Gallery of Philologists
Angelo Poliziano
14 July 1454 - 24 Sept 1494

Montepulciano, Birthplace of Poliziano

Angelo Ambrogini (July 14, 1454 – September 24, 1494), best known as Poliziano or Politianus from his birthplace, Montepulciano in central Tuscany, was a Florentine classical scholar and poet, a leading figure in the revival of Humanist Latin, and an early codifier of philological technique.

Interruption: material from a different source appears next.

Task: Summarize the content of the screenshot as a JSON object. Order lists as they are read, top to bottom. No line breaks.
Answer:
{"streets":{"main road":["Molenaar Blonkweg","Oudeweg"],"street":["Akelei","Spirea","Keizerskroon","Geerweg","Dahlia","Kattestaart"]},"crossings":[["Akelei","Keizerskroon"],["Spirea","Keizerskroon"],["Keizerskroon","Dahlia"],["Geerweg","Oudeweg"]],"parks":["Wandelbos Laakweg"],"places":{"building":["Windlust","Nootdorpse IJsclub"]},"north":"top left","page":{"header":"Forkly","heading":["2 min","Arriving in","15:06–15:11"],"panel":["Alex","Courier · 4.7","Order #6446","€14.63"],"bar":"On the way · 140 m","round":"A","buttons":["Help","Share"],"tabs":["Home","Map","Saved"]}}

His father, Benedetto, a distinguished jurist, was murdered by political antagonists for adopting the cause of Piero de Medici in Montepulciano. That circumstance gave his eldest son, Angelo, a claim on the Medici family. He thus early found the sort of patronage that had long eluded his predecessor Valla. At ten Angelo went to Florence to study Latin and Greek, and quickly distinguished himself as a prodigy. At thirteen he began to circulate letters in Latin; at sixteen he translated Books II-V of the Iliad into Latin hexameters; at seventeen he was versifying in Greek; at eighteen he published an edition of Catullus. All this brilliance attracted the attention of Lorenzo de' Medici, the autocrat of Florence and the chief patron of learning in Italy, who took Poliziano into his household, made him the tutor of his children, and secured for him a professorship in the University of Florence. This remained his situation to the end of his life, a quiet one in which he trained students from Italy, but also from Germany, England, and Portugal, in this way influencing scholars from one end of Europe to the other. For a still wider public he published the notes of his courses on Ovid, Suetonius, Statius, Pliny the Younger, and Quintilian. His work on the Pandects of Justinian I, though not of high rank as a work of erudition, stimulated the wider study of Roman law.

Angelo Poliziano

His fluency as a poet and translator was an important part of his effectiveness. He used his own didactic poem Manto, a panegyric of Vergil, to introduce his course on Vergil. His Latin versions of some of the Greek classics, including Hippocrates and Galen as well as Plato's Charmides, were highly regarded at the time, as was a collection of Tuscan songs based on various forms of popular poetry (his patron Lorenzo was concerned to revitalize Tuscan culture). Poliziano's Italian opera Orfeo was performed at Mantua. He was an important figure in the line of development of Italian poetry, leading a generation later to Ariosto. Here too, he represents a stage beyond that of Valla, and further toward the emergence of the European local languages.

Lorenzo died on 8 April 1492; Poliziano wrote a funeral ode. Let a word here be added on the role of Lorenzo "The Magnificent," who not only supported scholars and artists (among them Pico della Mirandola and Michelangelo), but sustained their labors by creating libraries in which the manuscripts of the classics could be collected and made available to scholarship. Poliziano's own most lasting contribution is of similar scope. In the critical and philological essays published in 1489 as the Miscellanea, he created the form in which later philologists would share their discoveries with each other. In effect, he established a new medium of scholarly communication. He brought philology out of the margin and onto the page.